**Data for this task:**
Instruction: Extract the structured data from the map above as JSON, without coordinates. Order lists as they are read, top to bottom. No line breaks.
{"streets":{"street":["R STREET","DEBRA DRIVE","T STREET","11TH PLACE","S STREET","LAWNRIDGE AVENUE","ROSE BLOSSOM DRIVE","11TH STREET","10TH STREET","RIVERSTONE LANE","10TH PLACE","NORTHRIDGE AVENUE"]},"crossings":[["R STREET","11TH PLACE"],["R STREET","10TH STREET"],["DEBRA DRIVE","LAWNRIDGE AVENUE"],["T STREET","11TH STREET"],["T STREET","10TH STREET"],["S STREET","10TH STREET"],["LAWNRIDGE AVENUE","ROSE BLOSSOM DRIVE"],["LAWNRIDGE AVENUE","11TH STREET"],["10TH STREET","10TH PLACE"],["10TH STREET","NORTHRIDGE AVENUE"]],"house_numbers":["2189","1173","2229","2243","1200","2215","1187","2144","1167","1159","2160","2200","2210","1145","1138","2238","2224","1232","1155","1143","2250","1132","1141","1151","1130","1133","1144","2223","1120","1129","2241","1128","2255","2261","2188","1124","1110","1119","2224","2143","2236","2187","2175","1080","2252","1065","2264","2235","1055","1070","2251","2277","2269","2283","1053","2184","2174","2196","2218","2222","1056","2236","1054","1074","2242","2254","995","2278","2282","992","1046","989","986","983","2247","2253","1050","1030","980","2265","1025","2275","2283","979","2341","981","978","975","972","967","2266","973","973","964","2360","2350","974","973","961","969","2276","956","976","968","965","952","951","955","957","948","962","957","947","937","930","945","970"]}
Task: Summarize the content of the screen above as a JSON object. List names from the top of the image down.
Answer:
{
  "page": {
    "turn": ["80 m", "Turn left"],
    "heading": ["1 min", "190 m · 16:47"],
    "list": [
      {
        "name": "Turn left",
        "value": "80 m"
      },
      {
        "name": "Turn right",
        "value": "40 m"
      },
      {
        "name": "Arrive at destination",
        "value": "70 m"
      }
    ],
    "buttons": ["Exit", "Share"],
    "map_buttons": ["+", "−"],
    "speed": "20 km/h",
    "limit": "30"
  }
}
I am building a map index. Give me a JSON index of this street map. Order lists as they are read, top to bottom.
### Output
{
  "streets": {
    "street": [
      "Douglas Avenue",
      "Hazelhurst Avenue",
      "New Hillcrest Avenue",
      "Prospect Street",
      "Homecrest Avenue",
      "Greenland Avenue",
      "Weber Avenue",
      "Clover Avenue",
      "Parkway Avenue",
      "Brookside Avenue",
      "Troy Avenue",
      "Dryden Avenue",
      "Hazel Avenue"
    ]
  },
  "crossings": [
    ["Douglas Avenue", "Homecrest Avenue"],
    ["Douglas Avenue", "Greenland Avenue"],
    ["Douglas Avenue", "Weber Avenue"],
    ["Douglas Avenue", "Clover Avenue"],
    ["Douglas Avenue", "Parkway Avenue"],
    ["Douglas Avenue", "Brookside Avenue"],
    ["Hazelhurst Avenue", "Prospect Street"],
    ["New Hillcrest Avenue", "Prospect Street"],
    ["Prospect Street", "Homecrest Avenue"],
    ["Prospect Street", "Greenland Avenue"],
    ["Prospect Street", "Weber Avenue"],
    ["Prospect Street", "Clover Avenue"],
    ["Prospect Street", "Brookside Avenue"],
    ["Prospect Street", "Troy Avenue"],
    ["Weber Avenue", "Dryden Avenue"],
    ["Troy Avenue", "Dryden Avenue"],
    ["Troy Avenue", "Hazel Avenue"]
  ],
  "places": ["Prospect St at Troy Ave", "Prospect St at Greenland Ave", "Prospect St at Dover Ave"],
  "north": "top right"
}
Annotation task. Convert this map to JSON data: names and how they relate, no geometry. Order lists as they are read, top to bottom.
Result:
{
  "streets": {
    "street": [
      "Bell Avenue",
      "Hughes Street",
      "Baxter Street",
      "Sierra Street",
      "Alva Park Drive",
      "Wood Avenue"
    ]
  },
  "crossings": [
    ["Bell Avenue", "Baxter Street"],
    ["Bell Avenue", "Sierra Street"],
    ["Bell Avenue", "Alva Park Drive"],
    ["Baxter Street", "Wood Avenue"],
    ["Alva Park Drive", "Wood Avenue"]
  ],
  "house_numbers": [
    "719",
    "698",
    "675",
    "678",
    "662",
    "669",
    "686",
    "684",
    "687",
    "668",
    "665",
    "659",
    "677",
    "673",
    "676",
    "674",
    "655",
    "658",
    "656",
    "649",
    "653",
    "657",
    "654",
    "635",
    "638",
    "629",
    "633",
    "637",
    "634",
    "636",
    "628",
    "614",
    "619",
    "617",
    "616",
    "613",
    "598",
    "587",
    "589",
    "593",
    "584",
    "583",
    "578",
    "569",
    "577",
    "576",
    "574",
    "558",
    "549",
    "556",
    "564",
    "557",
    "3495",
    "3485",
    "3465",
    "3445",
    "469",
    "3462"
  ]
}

**Action item:**
All of the records above need to be copied exactly.

**The answer:**
Instruction: Extract the structured data from the map above as JSON, without coordinates. Order lists as they are read, top to bottom. No line breaks.
{"streets":{"street":["R STREET","DEBRA DRIVE","T STREET","11TH PLACE","S STREET","LAWNRIDGE AVENUE","ROSE BLOSSOM DRIVE","11TH STREET","10TH STREET","RIVERSTONE LANE","10TH PLACE","NORTHRIDGE AVENUE"]},"crossings":[["R STREET","11TH PLACE"],["R STREET","10TH STREET"],["DEBRA DRIVE","LAWNRIDGE AVENUE"],["T STREET","11TH STREET"],["T STREET","10TH STREET"],["S STREET","10TH STREET"],["LAWNRIDGE AVENUE","ROSE BLOSSOM DRIVE"],["LAWNRIDGE AVENUE","11TH STREET"],["10TH STREET","10TH PLACE"],["10TH STREET","NORTHRIDGE AVENUE"]],"house_numbers":["2189","1173","2229","2243","1200","2215","1187","2144","1167","1159","2160","2200","2210","1145","1138","2238","2224","1232","1155","1143","2250","1132","1141","1151","1130","1133","1144","2223","1120","1129","2241","1128","2255","2261","2188","1124","1110","1119","2224","2143","2236","2187","2175","1080","2252","1065","2264","2235","1055","1070","2251","2277","2269","2283","1053","2184","2174","2196","2218","2222","1056","2236","1054","1074","2242","2254","995","2278","2282","992","1046","989","986","983","2247","2253","1050","1030","980","2265","1025","2275","2283","979","2341","981","978","975","972","967","2266","973","973","964","2360","2350","974","973","961","969","2276","956","976","968","965","952","951","955","957","948","962","957","947","937","930","945","970"]}
Task: Summarize the content of the screen above as a JSON object. List names from the top of the image down.
Answer:
{
  "page": {
    "turn": ["80 m", "Turn left"],
    "heading": ["1 min", "190 m · 16:47"],
    "list": [
      {
        "name": "Turn left",
        "value": "80 m"
      },
      {
        "name": "Turn right",
        "value": "40 m"
      },
      {
        "name": "Arrive at destination",
        "value": "70 m"
      }
    ],
    "buttons": ["Exit", "Share"],
    "map_buttons": ["+", "−"],
    "speed": "20 km/h",
    "limit": "30"
  }
}
I am building a map index. Give me a JSON index of this street map. Order lists as they are read, top to bottom.
### Output
{
  "streets": {
    "street": [
      "Douglas Avenue",
      "Hazelhurst Avenue",
      "New Hillcrest Avenue",
      "Prospect Street",
      "Homecrest Avenue",
      "Greenland Avenue",
      "Weber Avenue",
      "Clover Avenue",
      "Parkway Avenue",
      "Brookside Avenue",
      "Troy Avenue",
      "Dryden Avenue",
      "Hazel Avenue"
    ]
  },
  "crossings": [
    ["Douglas Avenue", "Homecrest Avenue"],
    ["Douglas Avenue", "Greenland Avenue"],
    ["Douglas Avenue", "Weber Avenue"],
    ["Douglas Avenue", "Clover Avenue"],
    ["Douglas Avenue", "Parkway Avenue"],
    ["Douglas Avenue", "Brookside Avenue"],
    ["Hazelhurst Avenue", "Prospect Street"],
    ["New Hillcrest Avenue", "Prospect Street"],
    ["Prospect Street", "Homecrest Avenue"],
    ["Prospect Street", "Greenland Avenue"],
    ["Prospect Street", "Weber Avenue"],
    ["Prospect Street", "Clover Avenue"],
    ["Prospect Street", "Brookside Avenue"],
    ["Prospect Street", "Troy Avenue"],
    ["Weber Avenue", "Dryden Avenue"],
    ["Troy Avenue", "Dryden Avenue"],
    ["Troy Avenue", "Hazel Avenue"]
  ],
  "places": ["Prospect St at Troy Ave", "Prospect St at Greenland Ave", "Prospect St at Dover Ave"],
  "north": "top right"
}
Annotation task. Convert this map to JSON data: names and how they relate, no geometry. Order lists as they are read, top to bottom.
Result:
{
  "streets": {
    "street": [
      "Bell Avenue",
      "Hughes Street",
      "Baxter Street",
      "Sierra Street",
      "Alva Park Drive",
      "Wood Avenue"
    ]
  },
  "crossings": [
    ["Bell Avenue", "Baxter Street"],
    ["Bell Avenue", "Sierra Street"],
    ["Bell Avenue", "Alva Park Drive"],
    ["Baxter Street", "Wood Avenue"],
    ["Alva Park Drive", "Wood Avenue"]
  ],
  "house_numbers": [
    "719",
    "698",
    "675",
    "678",
    "662",
    "669",
    "686",
    "684",
    "687",
    "668",
    "665",
    "659",
    "677",
    "673",
    "676",
    "674",
    "655",
    "658",
    "656",
    "649",
    "653",
    "657",
    "654",
    "635",
    "638",
    "629",
    "633",
    "637",
    "634",
    "636",
    "628",
    "614",
    "619",
    "617",
    "616",
    "613",
    "598",
    "587",
    "589",
    "593",
    "584",
    "583",
    "578",
    "569",
    "577",
    "576",
    "574",
    "558",
    "549",
    "556",
    "564",
    "557",
    "3495",
    "3485",
    "3465",
    "3445",
    "469",
    "3462"
  ]
}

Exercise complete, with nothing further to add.